■ Exercise goal:
For each line below that holds the word "bottom", make a copy.

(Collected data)
-=-=-=-=-

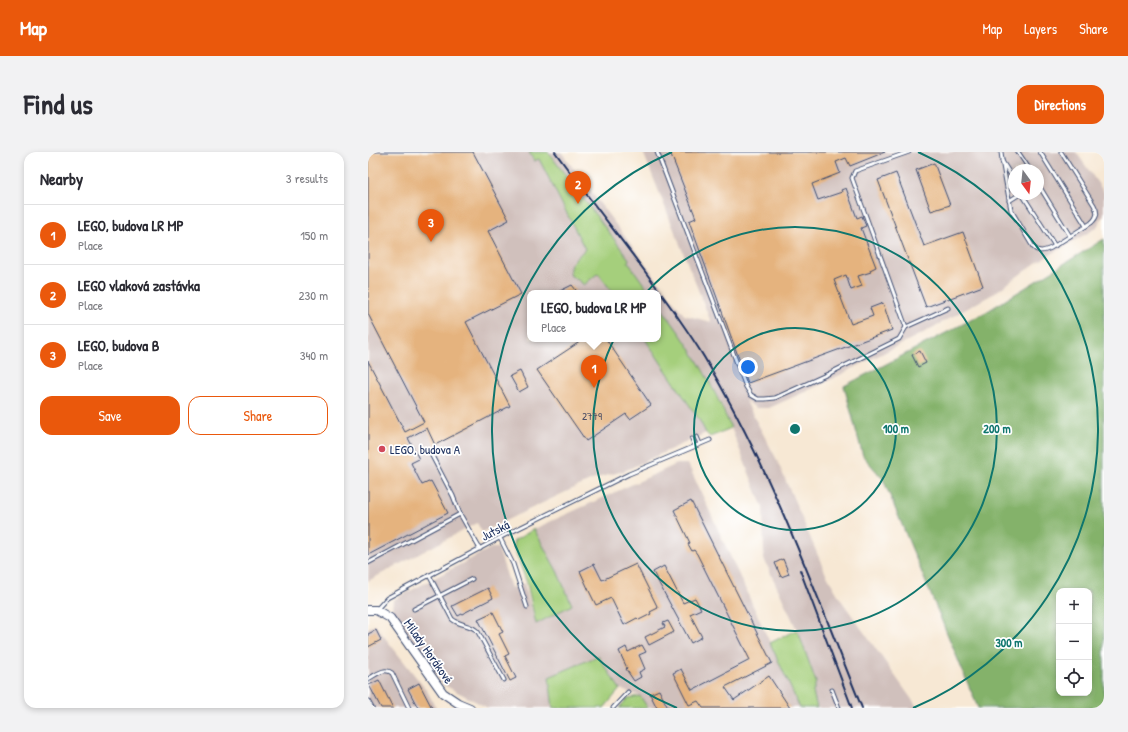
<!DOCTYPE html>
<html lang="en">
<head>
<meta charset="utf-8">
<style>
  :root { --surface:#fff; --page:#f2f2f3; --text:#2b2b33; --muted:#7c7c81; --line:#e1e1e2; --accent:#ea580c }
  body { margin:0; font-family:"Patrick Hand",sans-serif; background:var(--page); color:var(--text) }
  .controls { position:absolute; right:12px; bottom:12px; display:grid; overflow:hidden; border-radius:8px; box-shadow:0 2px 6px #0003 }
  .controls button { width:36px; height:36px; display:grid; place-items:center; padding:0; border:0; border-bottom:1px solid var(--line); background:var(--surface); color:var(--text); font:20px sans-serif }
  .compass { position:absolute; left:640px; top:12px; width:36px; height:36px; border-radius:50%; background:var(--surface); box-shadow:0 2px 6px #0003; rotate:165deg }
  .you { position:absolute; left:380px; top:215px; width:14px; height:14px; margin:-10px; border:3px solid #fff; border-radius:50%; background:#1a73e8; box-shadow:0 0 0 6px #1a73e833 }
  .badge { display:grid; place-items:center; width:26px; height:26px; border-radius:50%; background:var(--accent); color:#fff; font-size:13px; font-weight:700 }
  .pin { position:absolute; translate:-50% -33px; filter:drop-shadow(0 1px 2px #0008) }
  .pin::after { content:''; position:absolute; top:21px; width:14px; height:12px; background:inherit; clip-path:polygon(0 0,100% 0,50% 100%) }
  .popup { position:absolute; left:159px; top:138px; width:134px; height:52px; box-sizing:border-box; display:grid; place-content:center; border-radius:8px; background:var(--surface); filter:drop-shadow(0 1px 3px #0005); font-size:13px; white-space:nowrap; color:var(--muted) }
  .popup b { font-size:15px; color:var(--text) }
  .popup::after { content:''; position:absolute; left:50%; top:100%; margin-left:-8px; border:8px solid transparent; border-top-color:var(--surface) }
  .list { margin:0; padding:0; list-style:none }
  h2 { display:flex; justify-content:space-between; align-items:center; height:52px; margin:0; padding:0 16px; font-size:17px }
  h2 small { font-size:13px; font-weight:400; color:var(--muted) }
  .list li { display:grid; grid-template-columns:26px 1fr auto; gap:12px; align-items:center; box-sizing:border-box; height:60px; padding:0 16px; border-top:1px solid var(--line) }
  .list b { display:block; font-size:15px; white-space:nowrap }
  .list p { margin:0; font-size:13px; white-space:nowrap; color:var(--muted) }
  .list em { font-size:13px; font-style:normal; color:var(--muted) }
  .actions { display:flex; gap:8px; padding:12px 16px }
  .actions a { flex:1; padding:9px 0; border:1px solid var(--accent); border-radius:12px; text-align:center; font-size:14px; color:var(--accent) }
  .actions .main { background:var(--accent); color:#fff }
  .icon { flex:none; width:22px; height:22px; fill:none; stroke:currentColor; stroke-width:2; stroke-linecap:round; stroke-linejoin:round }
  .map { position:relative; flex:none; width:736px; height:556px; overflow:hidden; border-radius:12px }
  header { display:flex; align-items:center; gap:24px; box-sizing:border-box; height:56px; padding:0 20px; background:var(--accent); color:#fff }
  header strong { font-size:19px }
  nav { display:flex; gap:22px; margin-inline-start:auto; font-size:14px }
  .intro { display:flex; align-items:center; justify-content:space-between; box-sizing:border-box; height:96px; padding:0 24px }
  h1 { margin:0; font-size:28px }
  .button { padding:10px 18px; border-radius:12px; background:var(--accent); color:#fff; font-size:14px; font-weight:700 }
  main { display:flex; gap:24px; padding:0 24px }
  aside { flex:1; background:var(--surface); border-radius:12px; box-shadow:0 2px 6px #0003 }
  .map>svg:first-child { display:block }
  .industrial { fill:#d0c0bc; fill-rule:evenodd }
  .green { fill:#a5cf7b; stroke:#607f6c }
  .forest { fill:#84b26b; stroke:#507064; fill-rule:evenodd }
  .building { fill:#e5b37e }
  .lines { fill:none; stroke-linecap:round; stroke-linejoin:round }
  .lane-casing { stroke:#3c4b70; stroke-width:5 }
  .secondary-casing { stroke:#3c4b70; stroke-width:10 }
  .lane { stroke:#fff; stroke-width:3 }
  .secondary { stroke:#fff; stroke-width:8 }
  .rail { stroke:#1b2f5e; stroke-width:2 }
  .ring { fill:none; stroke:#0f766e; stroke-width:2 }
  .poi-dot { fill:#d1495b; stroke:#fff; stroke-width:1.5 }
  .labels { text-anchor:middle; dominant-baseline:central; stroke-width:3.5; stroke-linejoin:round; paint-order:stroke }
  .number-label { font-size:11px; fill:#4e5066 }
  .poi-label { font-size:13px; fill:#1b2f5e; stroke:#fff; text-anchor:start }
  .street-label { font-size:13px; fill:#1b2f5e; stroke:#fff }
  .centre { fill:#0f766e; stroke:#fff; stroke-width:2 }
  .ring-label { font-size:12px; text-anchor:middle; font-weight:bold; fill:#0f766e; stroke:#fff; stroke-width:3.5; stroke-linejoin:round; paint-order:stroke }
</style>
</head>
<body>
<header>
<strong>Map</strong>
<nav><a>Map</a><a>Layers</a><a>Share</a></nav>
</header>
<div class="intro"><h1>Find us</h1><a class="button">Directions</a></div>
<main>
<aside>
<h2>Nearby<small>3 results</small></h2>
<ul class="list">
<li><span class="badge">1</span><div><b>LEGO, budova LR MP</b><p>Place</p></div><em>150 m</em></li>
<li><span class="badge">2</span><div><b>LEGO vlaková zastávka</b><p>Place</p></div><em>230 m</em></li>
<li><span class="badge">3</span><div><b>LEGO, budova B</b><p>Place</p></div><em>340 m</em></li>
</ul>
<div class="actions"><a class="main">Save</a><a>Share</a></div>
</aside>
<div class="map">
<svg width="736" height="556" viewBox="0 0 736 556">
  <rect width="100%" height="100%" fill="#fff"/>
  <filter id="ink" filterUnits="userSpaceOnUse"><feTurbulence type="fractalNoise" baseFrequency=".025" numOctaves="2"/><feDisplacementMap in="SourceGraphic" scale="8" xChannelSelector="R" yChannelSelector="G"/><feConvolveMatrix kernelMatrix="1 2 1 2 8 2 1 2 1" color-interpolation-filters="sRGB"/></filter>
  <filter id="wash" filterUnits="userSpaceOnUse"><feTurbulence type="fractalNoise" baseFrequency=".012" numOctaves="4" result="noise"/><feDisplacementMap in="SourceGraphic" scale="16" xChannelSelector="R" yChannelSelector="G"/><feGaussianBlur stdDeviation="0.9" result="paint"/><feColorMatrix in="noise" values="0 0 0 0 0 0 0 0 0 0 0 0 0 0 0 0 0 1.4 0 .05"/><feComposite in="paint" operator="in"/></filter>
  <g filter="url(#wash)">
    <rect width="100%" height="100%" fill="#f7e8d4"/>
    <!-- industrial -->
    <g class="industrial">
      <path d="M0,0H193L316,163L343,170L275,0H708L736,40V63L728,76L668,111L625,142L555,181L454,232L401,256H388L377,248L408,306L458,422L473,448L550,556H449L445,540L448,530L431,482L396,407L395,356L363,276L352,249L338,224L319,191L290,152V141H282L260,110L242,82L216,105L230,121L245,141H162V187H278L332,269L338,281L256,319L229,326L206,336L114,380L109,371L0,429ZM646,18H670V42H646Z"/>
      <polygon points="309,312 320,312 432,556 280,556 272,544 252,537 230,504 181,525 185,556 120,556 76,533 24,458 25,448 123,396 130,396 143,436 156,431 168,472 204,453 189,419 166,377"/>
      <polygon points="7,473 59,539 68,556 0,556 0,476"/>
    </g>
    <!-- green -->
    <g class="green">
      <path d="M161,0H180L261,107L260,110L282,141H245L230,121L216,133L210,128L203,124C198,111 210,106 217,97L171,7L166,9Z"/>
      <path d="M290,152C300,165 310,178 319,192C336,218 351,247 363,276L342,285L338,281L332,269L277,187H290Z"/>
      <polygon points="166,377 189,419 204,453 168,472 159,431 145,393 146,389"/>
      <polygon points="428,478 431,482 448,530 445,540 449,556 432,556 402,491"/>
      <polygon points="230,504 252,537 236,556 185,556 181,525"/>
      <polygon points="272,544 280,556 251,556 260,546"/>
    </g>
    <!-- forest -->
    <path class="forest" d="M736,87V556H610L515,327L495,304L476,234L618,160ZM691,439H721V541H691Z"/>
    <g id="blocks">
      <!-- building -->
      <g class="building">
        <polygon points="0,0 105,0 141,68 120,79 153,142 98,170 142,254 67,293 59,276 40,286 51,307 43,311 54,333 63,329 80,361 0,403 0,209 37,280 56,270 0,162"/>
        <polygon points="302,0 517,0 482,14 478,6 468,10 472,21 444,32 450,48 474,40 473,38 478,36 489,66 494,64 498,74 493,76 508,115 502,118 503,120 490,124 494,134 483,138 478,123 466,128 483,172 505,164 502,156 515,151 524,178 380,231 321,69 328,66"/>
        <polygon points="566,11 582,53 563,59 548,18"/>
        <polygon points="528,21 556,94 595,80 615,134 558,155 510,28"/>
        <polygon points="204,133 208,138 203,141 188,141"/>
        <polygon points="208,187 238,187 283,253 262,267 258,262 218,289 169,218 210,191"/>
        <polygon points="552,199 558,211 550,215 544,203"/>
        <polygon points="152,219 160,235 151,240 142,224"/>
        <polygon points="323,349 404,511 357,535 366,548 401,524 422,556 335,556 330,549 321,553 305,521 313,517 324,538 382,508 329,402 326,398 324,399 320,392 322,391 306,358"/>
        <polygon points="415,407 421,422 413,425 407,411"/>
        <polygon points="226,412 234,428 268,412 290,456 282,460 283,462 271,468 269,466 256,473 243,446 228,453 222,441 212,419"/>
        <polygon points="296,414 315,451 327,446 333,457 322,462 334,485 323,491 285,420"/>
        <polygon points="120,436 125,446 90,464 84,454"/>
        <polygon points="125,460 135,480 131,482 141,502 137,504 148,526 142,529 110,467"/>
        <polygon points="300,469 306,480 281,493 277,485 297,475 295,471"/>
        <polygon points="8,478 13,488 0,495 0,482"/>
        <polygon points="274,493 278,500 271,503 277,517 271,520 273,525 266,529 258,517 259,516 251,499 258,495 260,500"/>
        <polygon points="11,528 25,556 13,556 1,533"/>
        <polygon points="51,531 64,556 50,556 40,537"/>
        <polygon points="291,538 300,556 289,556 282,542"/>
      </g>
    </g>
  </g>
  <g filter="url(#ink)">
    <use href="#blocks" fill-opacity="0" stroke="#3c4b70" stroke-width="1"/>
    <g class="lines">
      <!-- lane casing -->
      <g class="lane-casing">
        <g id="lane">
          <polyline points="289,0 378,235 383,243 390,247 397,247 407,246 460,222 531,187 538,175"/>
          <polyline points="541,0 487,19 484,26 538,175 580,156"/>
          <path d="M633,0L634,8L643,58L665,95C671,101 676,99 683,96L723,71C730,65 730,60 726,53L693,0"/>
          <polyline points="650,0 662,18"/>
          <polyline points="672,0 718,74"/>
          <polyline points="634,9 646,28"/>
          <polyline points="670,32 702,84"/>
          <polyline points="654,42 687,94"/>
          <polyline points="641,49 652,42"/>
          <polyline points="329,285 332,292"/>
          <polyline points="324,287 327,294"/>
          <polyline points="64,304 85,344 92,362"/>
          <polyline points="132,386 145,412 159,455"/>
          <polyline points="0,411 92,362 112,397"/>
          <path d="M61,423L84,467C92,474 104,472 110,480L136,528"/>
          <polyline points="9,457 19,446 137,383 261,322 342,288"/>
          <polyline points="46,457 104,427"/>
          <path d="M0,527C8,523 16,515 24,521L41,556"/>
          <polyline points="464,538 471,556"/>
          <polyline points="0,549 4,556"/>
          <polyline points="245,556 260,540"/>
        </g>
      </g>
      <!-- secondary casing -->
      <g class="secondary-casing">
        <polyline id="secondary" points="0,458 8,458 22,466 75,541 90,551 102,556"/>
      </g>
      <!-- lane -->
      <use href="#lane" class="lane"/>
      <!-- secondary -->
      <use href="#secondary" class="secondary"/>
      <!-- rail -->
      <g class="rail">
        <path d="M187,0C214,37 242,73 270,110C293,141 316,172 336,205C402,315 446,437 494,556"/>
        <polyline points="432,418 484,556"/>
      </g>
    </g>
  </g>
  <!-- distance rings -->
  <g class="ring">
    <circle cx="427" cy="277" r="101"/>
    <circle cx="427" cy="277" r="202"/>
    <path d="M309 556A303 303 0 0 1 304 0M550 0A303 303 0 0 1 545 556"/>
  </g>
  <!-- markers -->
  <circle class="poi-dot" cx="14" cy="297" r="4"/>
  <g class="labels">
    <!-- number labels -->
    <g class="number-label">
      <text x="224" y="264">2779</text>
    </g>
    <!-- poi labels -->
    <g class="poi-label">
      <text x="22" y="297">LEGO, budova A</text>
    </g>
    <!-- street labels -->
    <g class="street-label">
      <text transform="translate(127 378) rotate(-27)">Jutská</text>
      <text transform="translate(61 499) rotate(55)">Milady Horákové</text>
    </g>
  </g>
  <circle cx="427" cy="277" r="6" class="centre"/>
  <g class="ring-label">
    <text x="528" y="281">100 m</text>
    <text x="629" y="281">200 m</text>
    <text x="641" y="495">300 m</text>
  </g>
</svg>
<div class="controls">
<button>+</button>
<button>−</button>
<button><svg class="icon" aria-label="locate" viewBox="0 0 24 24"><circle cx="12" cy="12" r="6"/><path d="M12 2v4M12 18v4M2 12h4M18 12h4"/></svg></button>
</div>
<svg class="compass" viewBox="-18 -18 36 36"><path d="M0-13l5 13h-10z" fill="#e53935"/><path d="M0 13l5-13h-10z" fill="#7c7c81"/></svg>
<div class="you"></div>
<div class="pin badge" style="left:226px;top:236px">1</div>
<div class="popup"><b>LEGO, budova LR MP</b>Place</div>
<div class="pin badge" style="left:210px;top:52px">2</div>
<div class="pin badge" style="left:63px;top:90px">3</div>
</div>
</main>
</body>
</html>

-=-=-=-=-

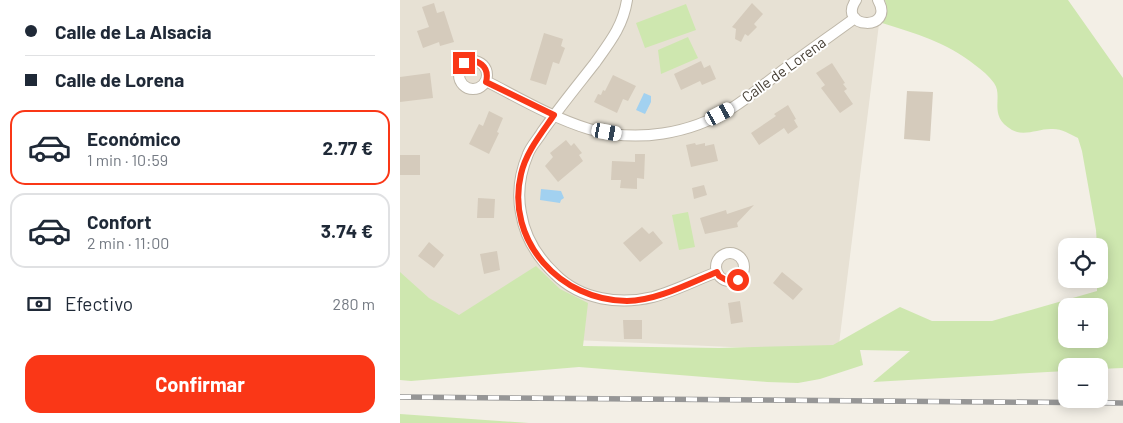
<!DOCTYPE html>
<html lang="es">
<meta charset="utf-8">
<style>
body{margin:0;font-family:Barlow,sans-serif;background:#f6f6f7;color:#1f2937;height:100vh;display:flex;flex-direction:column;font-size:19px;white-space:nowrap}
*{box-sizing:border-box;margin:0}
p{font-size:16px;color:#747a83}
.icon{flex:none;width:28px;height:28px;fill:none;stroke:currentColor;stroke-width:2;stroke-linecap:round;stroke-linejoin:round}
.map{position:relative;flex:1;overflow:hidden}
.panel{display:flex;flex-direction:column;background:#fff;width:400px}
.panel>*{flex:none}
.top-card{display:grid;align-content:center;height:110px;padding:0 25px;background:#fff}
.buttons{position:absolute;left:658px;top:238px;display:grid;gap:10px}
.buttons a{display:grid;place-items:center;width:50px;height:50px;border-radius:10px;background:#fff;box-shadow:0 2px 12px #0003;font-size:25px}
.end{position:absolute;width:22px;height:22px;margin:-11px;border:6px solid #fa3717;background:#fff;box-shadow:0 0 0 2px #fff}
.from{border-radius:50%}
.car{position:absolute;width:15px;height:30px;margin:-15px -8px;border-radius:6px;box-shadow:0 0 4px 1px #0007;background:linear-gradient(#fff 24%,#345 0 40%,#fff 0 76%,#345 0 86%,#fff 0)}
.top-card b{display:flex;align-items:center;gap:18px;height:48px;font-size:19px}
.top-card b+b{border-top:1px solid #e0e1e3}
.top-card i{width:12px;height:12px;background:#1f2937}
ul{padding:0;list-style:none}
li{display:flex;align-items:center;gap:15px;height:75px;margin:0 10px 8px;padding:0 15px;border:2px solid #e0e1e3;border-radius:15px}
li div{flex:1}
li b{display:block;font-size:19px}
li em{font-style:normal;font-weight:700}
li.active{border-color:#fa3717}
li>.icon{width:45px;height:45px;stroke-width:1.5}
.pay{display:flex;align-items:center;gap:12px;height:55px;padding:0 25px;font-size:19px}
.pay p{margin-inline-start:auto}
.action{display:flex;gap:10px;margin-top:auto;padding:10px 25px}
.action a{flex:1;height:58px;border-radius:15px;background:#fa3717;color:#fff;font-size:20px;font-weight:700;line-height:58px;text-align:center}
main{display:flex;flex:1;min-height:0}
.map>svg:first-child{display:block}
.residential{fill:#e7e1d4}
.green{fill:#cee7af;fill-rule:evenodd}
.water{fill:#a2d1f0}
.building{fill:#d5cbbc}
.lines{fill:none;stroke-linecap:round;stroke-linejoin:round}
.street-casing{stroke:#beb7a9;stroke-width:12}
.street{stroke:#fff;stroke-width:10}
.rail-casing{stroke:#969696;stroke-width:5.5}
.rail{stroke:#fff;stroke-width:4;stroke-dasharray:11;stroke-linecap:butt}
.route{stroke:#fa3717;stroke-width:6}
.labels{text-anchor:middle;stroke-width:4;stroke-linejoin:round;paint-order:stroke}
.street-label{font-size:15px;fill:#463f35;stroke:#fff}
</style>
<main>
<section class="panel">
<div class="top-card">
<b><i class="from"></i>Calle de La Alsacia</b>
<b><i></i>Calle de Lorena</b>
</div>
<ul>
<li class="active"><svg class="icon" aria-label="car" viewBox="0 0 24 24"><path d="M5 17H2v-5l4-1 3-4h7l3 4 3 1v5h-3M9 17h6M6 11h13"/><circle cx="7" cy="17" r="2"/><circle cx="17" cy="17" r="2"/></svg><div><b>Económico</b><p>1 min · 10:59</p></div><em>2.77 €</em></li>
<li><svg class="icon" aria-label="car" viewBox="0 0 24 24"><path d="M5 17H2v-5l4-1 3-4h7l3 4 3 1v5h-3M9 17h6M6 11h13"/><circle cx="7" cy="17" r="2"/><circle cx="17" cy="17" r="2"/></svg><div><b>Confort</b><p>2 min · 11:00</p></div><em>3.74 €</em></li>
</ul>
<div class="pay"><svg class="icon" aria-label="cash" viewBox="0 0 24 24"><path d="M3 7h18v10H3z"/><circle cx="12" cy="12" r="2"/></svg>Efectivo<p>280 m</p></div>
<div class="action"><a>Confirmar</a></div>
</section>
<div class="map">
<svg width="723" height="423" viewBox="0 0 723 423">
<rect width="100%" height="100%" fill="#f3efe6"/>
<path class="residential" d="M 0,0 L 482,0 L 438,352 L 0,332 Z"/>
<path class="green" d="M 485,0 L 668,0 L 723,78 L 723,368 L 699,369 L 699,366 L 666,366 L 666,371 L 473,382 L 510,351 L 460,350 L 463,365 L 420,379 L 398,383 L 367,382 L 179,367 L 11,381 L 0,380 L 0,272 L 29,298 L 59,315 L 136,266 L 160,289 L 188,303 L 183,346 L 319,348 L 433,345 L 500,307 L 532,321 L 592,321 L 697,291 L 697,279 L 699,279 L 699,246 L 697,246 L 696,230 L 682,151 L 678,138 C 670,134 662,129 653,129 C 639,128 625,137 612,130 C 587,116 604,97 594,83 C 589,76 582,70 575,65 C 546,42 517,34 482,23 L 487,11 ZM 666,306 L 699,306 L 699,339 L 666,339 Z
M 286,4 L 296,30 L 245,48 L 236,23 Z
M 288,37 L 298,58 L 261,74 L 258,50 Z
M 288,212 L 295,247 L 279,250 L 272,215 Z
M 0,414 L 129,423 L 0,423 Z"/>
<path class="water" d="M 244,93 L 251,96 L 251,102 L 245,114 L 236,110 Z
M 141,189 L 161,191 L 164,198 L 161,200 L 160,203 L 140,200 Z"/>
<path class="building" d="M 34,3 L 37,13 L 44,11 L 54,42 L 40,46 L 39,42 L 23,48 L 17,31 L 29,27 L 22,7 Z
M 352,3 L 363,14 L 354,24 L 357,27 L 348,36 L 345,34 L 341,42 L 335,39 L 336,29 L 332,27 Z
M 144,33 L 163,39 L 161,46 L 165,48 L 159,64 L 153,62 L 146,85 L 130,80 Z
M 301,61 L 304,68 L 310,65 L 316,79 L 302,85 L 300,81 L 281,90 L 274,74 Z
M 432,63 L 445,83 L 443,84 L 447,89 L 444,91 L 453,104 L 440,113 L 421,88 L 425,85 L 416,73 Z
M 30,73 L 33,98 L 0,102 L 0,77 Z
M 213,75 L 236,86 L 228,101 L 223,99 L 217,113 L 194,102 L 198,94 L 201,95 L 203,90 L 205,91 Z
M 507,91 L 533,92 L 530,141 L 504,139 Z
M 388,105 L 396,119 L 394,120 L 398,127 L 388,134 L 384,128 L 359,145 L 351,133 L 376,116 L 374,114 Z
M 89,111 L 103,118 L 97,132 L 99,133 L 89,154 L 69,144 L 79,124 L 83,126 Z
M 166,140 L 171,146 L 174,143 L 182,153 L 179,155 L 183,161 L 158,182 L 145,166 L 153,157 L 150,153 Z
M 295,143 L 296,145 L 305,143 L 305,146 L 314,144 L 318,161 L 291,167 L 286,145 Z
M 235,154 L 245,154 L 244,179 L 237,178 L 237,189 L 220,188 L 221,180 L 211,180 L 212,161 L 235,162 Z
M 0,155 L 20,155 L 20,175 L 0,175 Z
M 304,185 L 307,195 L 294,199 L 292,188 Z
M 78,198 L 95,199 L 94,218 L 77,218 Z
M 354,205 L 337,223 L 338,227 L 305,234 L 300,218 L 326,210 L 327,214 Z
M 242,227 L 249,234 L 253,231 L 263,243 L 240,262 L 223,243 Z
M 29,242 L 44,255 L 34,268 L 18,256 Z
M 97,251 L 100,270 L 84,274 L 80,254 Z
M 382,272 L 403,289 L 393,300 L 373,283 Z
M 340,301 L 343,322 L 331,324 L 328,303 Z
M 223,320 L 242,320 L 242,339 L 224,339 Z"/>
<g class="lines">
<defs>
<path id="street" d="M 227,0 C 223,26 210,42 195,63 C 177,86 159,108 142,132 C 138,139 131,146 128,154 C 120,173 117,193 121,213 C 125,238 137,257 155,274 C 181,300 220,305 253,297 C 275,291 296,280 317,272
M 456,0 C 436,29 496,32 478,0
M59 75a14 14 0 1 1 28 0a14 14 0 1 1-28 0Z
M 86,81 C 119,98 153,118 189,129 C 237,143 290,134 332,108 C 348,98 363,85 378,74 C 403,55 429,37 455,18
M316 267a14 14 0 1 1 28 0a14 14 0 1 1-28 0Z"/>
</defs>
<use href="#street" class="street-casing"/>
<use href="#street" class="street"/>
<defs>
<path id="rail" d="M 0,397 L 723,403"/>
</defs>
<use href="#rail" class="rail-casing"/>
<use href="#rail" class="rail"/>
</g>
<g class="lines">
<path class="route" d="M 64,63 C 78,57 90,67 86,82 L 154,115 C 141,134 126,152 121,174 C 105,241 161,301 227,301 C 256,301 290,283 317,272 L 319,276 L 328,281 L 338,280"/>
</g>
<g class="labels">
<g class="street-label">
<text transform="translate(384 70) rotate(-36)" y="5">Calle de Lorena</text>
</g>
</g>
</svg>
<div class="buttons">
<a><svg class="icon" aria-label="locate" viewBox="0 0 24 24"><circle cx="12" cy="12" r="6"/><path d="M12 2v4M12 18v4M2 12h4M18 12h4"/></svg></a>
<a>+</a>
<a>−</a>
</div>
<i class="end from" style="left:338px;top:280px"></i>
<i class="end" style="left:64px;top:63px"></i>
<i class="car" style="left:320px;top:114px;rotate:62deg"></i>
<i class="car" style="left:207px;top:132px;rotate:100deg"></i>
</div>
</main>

-=-=-=-=-

■ Expected output:
  .controls { position:absolute; right:12px; bottom:12px; display:grid; overflow:hidden; border-radius:8px; box-shadow:0 2px 6px #0003 }
  .controls button { width:36px; height:36px; display:grid; place-items:center; padding:0; border:0; border-bottom:1px solid var(--line); background:var(--surface); color:var(--text); font:20px sans-serif }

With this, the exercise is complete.